I had a bunch of 5-inch floppies staring at me from my shelf for more than a decade, mocking me with their inscrutable content. What treasures could they hold? I forgot [sounds of hair tearing]
Also, stupid me, misplacing my 5-inch drive (I uninstalled it to protect it from being clogged with dust!) to never be found again.
The mystery gnawing at me, I was at the point of shopping for a used 5-inch drive online when my friend took pity on me and lent me one.
After emptying my air can into it to banish herds of dust bunnies and applying WD-40 to the head movement mechanism and a *lengthy, frustrating process of trying to find a combination of a motherboard with a working controller (my 266 MHz fossil has burned out ports, sadly - my old foolishnes of disconnecting a LPT cable without turning the PC off) and an intact cable among many mangled ones, I finally got it working. Yay!
Those 4 read without a hitch (except WinXP requires disabling then re-enabling the drive in the Device manager to actually update the folder contents, why caching it argh - it would gleefully read "files" from a previous disk, in reality just random sectors), the multi-volume RAR archive unpacked fine -- voila, I have my university thesis from my graduation back in 2000
After TWENTY ONE YEARS they read without a hitch! Without losing a single bit!
Hell yeah!
The thesis itself is interesting: most parts are copy-pasted bullshit my supervisor simply gave me to copy while my contribution comes in the form of a Turbo Pascal program I developed that works analyzing noisy real world data from digitizing current in rail switch motors using a simple algorithm to gloss over pits from dirty brushes to restore the exponent they draw in a perfect world and thus measure their worthiness programmatically.
I was scratching my in-between-ears bone trying to figure what my Soviet-based Specialist degree corresponds to, but after some researching through the Net, it seems it's Master's degree in railroad teleautomation -- in a system that existed before adopting the Western standard of separating higher education into Bachelor and Master halves, there were only Specialists (5 year) - basically, bachelor + master with a single thesis defending in the end, with first 2 years dedicated to general sciences like higher math, physics, and so on, while specialization began from the third year with the lazy asses already weeded out. Ooooh, I forgot *so much*. Headdesk.

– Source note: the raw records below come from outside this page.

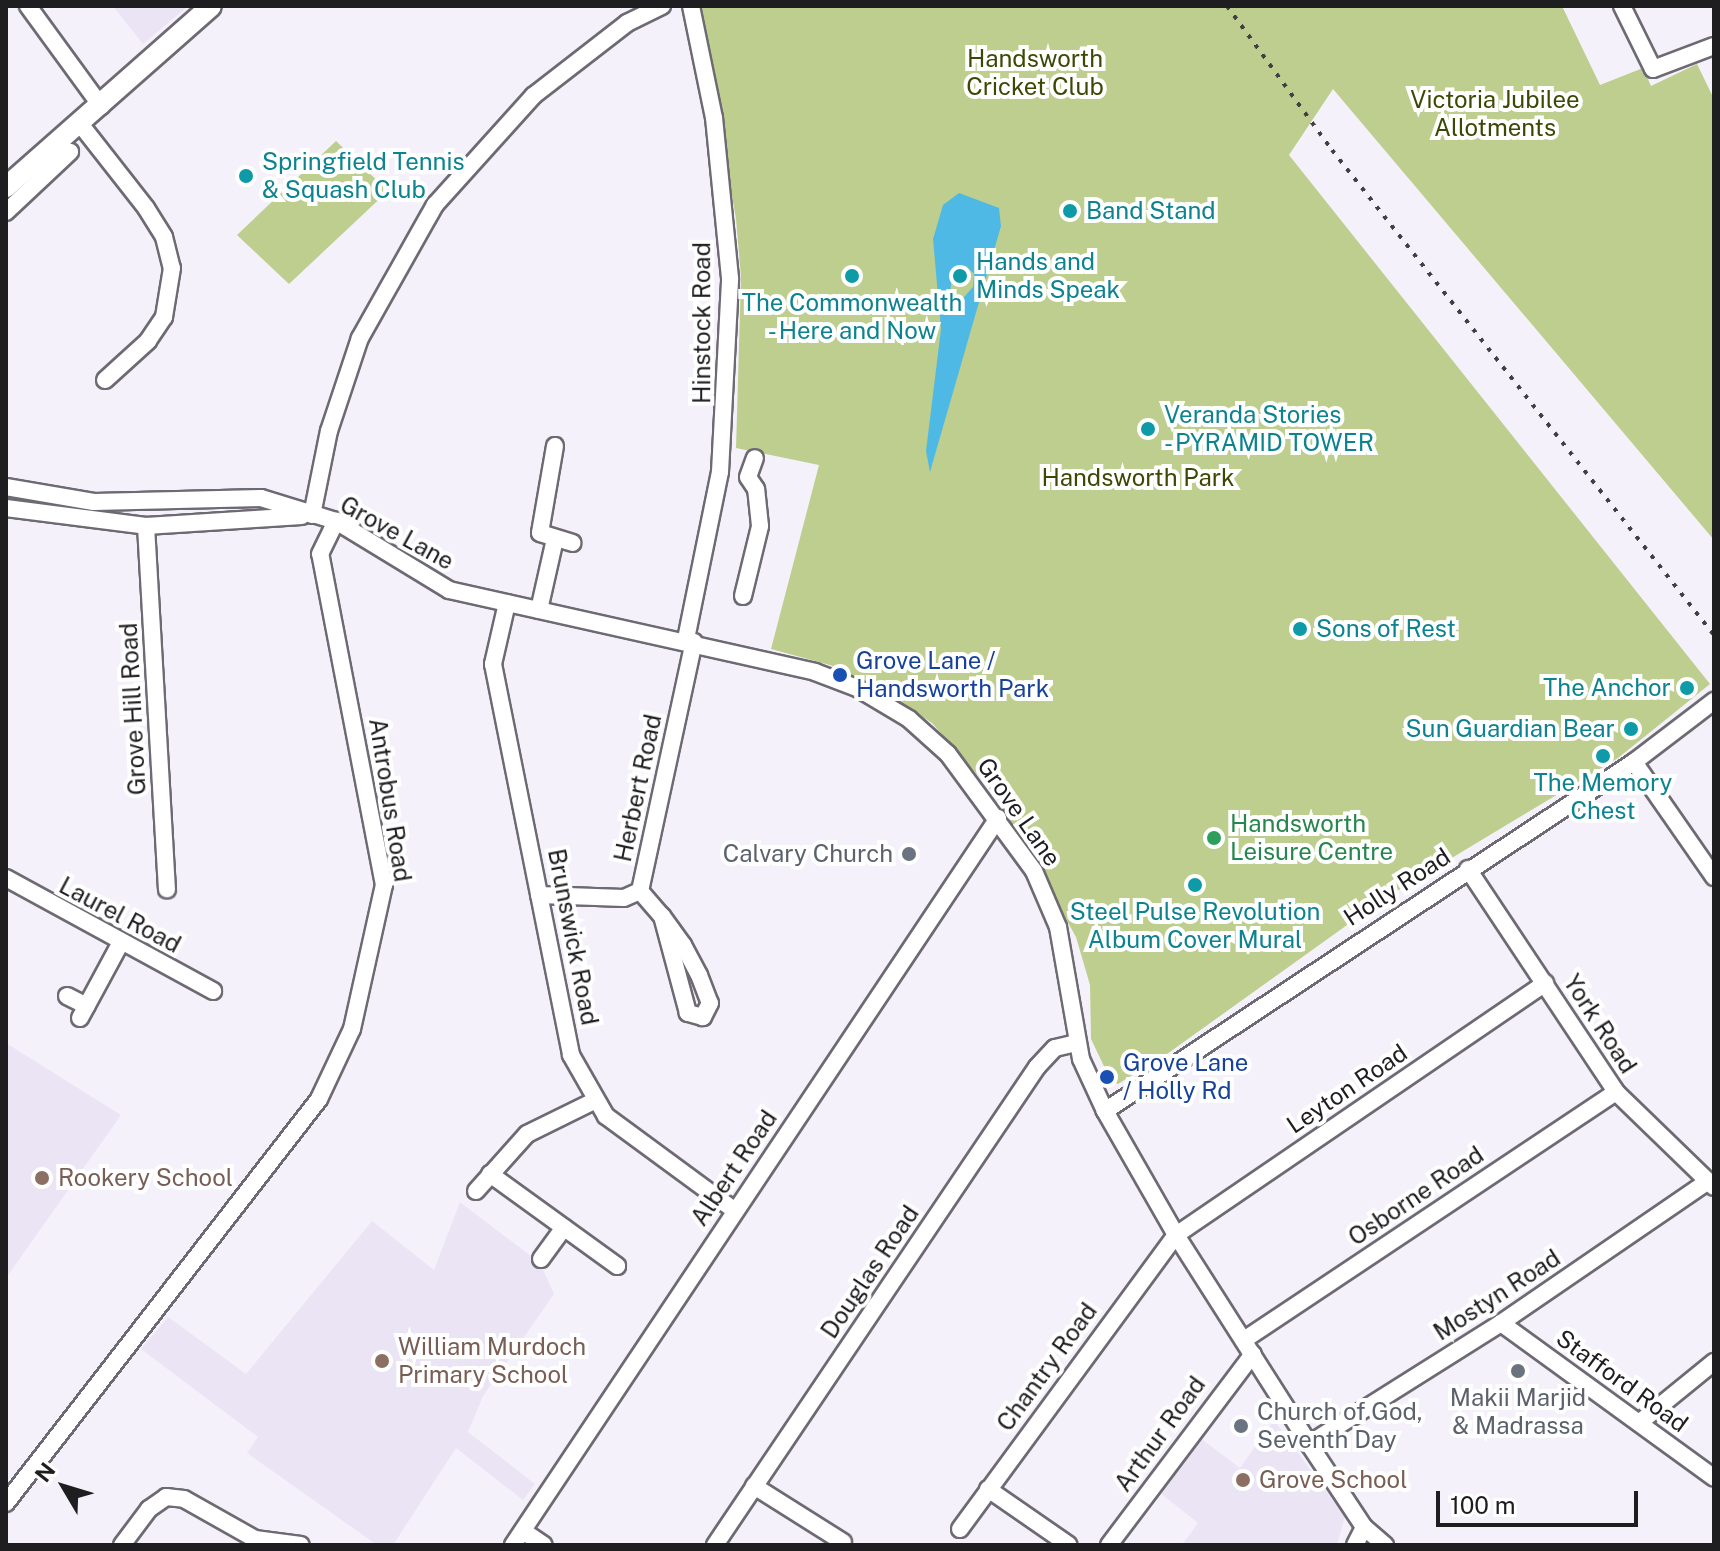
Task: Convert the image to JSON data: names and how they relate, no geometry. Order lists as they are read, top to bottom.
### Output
{
  "streets": {
    "street": [
      "Hinstock Road",
      "Grove Lane",
      "Grove Hill Road",
      "Herbert Road",
      "Antrobus Road",
      "Holly Road",
      "Laurel Road",
      "Brunswick Road",
      "York Road",
      "Leyton Road",
      "Albert Road",
      "Osborne Road",
      "Douglas Road",
      "Mostyn Road",
      "Chantry Road",
      "Stafford Road",
      "Arthur Road"
    ]
  },
  "crossings": [
    ["Hinstock Road", "Grove Lane"],
    ["Hinstock Road", "Herbert Road"],
    ["Grove Lane", "Grove Hill Road"],
    ["Grove Lane", "Herbert Road"],
    ["Grove Lane", "Antrobus Road"],
    ["Grove Lane", "Holly Road"],
    ["Grove Lane", "Brunswick Road"],
    ["Grove Lane", "Leyton Road"],
    ["Grove Lane", "Albert Road"],
    ["Grove Lane", "Osborne Road"],
    ["Grove Lane", "Douglas Road"],
    ["Grove Lane", "Mostyn Road"],
    ["Grove Lane", "Chantry Road"],
    ["Grove Lane", "Arthur Road"],
    ["Herbert Road", "Brunswick Road"],
    ["Holly Road", "York Road"],
    ["Brunswick Road", "Albert Road"],
    ["York Road", "Leyton Road"],
    ["York Road", "Osborne Road"],
    ["York Road", "Mostyn Road"],
    ["Leyton Road", "Chantry Road"],
    ["Osborne Road", "Arthur Road"],
    ["Mostyn Road", "Stafford Road"]
  ],
  "parks": ["Handsworth Cricket Club", "Victoria Jubilee Allotments", "Handsworth Park"],
  "places": [
    "Springfield Tennis & Squash Club",
    "Band Stand",
    "The Commonwealth - Here and Now",
    "Hands and Minds Speak",
    "Veranda Stories - PYRAMID TOWER",
    "Sons of Rest",
    "Grove Lane / Handsworth Park",
    "The Anchor",
    "Sun Guardian Bear",
    "The Memory Chest",
    "Handsworth Leisure Centre",
    "Calvary Church",
    "Steel Pulse Revolution Album Cover Mural",
    "Grove Lane / Holly Rd",
    "Rookery School",
    "William Murdoch Primary School",
    "Makii Marjid & Madrassa",
    "Church of God, Seventh Day",
    "Grove School"
  ],
  "scale_bar": "100 m",
  "north": "top left"
}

Never worked even close to my specialty, ended up being a php backend developer.
The vast majority of the programming work in the university was being made using these XT ripoffs in Turbo Pascal
(full sized: http://www.leningrad.su/museum/show_big.php?n=1435 )

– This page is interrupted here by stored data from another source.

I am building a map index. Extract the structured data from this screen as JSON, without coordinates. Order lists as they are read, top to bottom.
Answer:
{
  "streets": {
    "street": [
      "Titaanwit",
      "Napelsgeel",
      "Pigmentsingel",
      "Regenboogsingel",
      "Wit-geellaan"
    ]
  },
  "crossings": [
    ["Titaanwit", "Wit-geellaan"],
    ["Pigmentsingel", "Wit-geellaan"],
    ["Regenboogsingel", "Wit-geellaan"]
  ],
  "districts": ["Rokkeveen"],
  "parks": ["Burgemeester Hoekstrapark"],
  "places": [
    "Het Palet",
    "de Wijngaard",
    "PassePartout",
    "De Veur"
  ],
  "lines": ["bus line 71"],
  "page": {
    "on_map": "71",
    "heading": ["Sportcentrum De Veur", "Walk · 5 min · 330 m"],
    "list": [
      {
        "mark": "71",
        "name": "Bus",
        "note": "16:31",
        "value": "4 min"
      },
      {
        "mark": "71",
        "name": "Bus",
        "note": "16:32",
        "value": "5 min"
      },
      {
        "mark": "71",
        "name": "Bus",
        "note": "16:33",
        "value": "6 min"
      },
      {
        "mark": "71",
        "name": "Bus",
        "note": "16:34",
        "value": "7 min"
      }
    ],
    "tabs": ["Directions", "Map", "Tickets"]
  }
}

The machine is cheap crap but they had it in NUMBERS. many, many, MANY labs throughout all the university buildings full of these.
Advice to modern user: if you are so foolish to turn it off before executing park.com first, the hard drive heads could become welded to the disk. You can revive it, though, by opening the hard drive and using a toothpick to force the heads free
I have the sources preserved embedded in the DOC file of the thesis (which unfolded into whopping 40+ megabytes of mostly linked BMP images with schematics) but the disks formatted to 360K with the compiled actual executable and the source data... could not be read, sadly.
Why? Because writing a 360K (40 tracks) disk on a 1.2Mb (80 tracks) drive results in only that drive and any 360K drives being able to read it
The university computers with their 360K drives had no problems with these, as well as the old drive I have misplaced. To never be found again. ARGH. If I ever get my hands on an actual 360K drive I'm sure those disks could be read too.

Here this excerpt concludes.